Au Canada, il s’est adapté à la taille du marché : « Des milliers la préfèrent à la mayonnaise ! »

Son prix s’établissait à 10 cents pour le petit bocal, 18 cents pour le moyen et 30 cents pour le gros format.

Six mois après son introduction sur le marché, elle avait éclipsé tous ses concurrents.

Épilogue

James L. Kraft est demeuré président de l’entreprise qui portait son nom jusqu’en 1951.

En 1947, encore à l’affût, il avait été l’instigateur des premières dramatiques télévisées commanditées, avec le Kraft Television Theater. Il est mort en 1953 à l’âge de 78 ans.

Après de multiples chassés-croisés entrepreneuriaux, le groupe Kraft Foods a fusionné avec Heinz en 2015, pour former la société Kraft Heinz, au nombre des 10 grands du secteur des aliments et boissons dans le monde.

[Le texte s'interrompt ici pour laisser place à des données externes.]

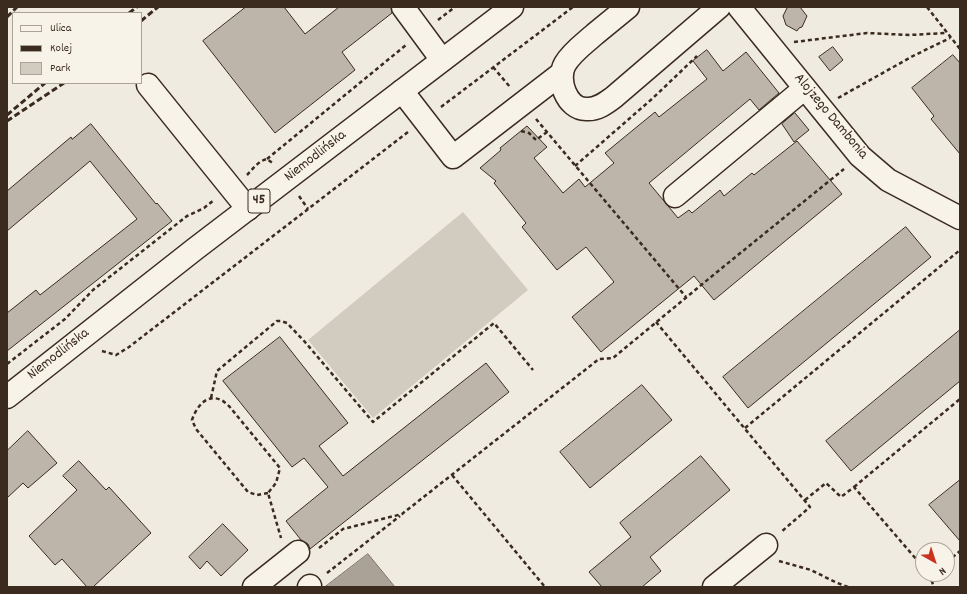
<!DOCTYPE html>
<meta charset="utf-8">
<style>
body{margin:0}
#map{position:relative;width:967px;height:594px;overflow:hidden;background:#efebe0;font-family:Dekko,sans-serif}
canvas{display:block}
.frame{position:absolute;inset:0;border:8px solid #3b2a1e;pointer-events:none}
.legend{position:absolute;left:12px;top:12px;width:130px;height:72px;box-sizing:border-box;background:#f7f3e8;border:1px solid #aca397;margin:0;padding:5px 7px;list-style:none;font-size:12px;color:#3b2a1e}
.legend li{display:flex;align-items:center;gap:8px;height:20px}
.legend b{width:20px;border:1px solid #aca397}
.north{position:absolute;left:915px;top:542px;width:40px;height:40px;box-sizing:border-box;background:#f7f3e8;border:1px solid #aca397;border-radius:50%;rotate:141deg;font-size:11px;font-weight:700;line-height:16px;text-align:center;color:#3b2a1e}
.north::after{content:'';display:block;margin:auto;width:14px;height:18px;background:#c8321e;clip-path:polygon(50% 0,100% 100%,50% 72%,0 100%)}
</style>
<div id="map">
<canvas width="967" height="594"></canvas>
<div class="frame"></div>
<ul class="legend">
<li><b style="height:5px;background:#f7f3e8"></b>Ulica</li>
<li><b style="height:5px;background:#3b2a1e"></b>Kolej</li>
<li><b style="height:11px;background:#d1cbc0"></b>Park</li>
</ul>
<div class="north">N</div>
</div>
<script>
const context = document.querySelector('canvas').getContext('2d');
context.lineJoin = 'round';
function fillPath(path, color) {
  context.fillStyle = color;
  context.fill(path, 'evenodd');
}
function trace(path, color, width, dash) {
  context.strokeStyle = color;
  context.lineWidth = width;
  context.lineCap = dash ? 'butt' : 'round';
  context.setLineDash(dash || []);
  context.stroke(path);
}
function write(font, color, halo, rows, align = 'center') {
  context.font = font + ' Dekko,sans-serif';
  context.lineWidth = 3;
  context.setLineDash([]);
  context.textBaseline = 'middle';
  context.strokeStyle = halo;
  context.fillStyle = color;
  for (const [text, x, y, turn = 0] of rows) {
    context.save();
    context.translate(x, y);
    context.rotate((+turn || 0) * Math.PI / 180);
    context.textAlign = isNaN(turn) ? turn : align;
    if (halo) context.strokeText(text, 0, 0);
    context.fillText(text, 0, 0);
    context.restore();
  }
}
fillPath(new Path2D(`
 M463,212L528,290L373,418L308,340Z`), '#d1cbc0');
const water = new Path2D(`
 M368,554L395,587H325Z`);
fillPath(water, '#aaa296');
trace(water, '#7e7266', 1);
const building = new Path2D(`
 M246,7H284L305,34L339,7H391L392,13L342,52L355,70L275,133L203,41Z
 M791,7H800L807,16L802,27L799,28L797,31L786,25L783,16L787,8Z
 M833,47L843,60L830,71L819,57Z
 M707,50L723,71L746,52L779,93L759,110L750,99L649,183L678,218L689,210L692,213L720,190L724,196L752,173L754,175L797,141L842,194L714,300L694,276L601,352L572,317L614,282L586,247L557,270L522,227L526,223L494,183L496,181L480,168L501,150L500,148L527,126L547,147L534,158L563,193L579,179L585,187L614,163L605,153L655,112L659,117L707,79L693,61Z
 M953,55L960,63V154L931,119L934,116L912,88Z
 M795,113L809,130L794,142L782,124Z
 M91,124L156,204L157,203L172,221L7,351V313L36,290L40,295L137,219L90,161L7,231V191L71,137L72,139Z
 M906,227L931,257L748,408L723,377Z
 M960,330V381L851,471L826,441Z
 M280,337L348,423L319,446L343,476L486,363L509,392L310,549L308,544L301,540L286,521L328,487L304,458L292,467L223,381Z
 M642,385L672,420L590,488L560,452Z
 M28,431L57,463L28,488L23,483L7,498V451Z
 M701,456L730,490L650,557L661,571L642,587H602L589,572L631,537L620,523Z
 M79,461L106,490L109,487L151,533L93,587H87L62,559L55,565L29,536L77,490L63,476Z
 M960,480V541L929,505Z
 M223,524L248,550L221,576L207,561L200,569L189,557Z`);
fillPath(building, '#bdb5aa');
trace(building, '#3b2a1e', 1);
const minor = new Path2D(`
 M403,7L442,60
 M628,7C617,16 606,25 595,34C585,43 572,52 565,64C556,80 567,109 586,109C597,110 606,103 614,97L719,7
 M739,7L860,156L888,180L960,218
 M148,85L248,209
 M402,91L453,157L562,73
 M675,196L805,88
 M254,587L298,552
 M309,587L310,586
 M714,587L766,545`);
const major = new Path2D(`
 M7,397L195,249L512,7`);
trace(minor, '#3b2a1e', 25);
trace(major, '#3b2a1e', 25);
trace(new Path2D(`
 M927,7L960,49
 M438,20L455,7
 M794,42L867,33L910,35L946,33
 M493,67L510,87
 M838,98L913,56L950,38
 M441,107L573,7
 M536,119L686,297
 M521,131L529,133L536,140L547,132
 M267,159L406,45
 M575,166L653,98L697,56
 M247,175C253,169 258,161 267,159L274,164
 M299,196L308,209
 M656,322L810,507L781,532
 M102,351L116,355L129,347L408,132
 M7,364L65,319L93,290L187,216L204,208L214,200
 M211,398L217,371L277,321H281L287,323L305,342L373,422L494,323L533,370
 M745,428L960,250
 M452,475L545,587
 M854,487L960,399
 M268,493L257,495L248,492L196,429L192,420C196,408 206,393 221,400C224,401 226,404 229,406L280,468L276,483L268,493L281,538
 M805,500L826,483L841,497L854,487L923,567
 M319,548L343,529L402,514L599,359L613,358L717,272L844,169
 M779,561L811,570L835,582L848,587
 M947,562L960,551
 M327,573L400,516
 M929,574L934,587`), '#3b2a1e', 2.5, [4, 3]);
trace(minor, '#f7f3e8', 22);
trace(major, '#f7f3e8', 22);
trace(new Path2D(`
 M129,13L137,7
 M7,17L17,7
 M141,21L158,7
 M7,115L45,83
 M7,121L64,83`), '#3b2a1e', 3, [6, 3]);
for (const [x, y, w] of [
 [259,201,22]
]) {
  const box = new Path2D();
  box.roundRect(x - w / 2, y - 12, w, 24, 3);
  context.fillStyle = '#f7f3e8';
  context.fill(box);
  trace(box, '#3b2a1e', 1);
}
write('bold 14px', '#3b2a1e', null, [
 ["45",259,201]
]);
write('15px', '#3b2a1e', '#f7f3e8', [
 ["Alojzego Dambonia",830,117,50],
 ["Niemodlińska",316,157,-38],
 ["Niemodlińska",59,355,-38]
]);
</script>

Près de 90 ans après son lancement, la Miracle Whip de Kraft côtoie encore la mayonnaise sur les tablettes des supermarchés.

Kraft Heinz en 2019

Chiffre d’affaires : 25 milliards US 
37 000 employés dans 40 pays
Marchés : 200 pays

La Grande Dépression

La Grande Dépression, la plus grave et la plus longue de l’histoire du monde industrialisé, a commencé durant l’été 1929 par une récession que le krach boursier d’octobre a accentuée. D’abord américaine, la crise a rapidement gagné l’Europe, puis l’essentiel de la planète.

Entre le sommet précédent et le creux de la crise, la production industrielle des États-Unis a chuté de 47 %, pendant que son produit intérieur brut se contractait de 30 %. Au printemps 1933, son taux de chômage excédait 25 %.

Les mesures économiques du New Deal promulgué par le président Roosevelt, élu fin 1932, ont alors commencé à se faire sentir. L’économie américaine a lentement pris du mieux avant de subir une rechute en 1938. Elle retrouvera son élan avec la Seconde Guerre mondiale. En juin 1942, le taux de chômage avait retraité sous 1 %.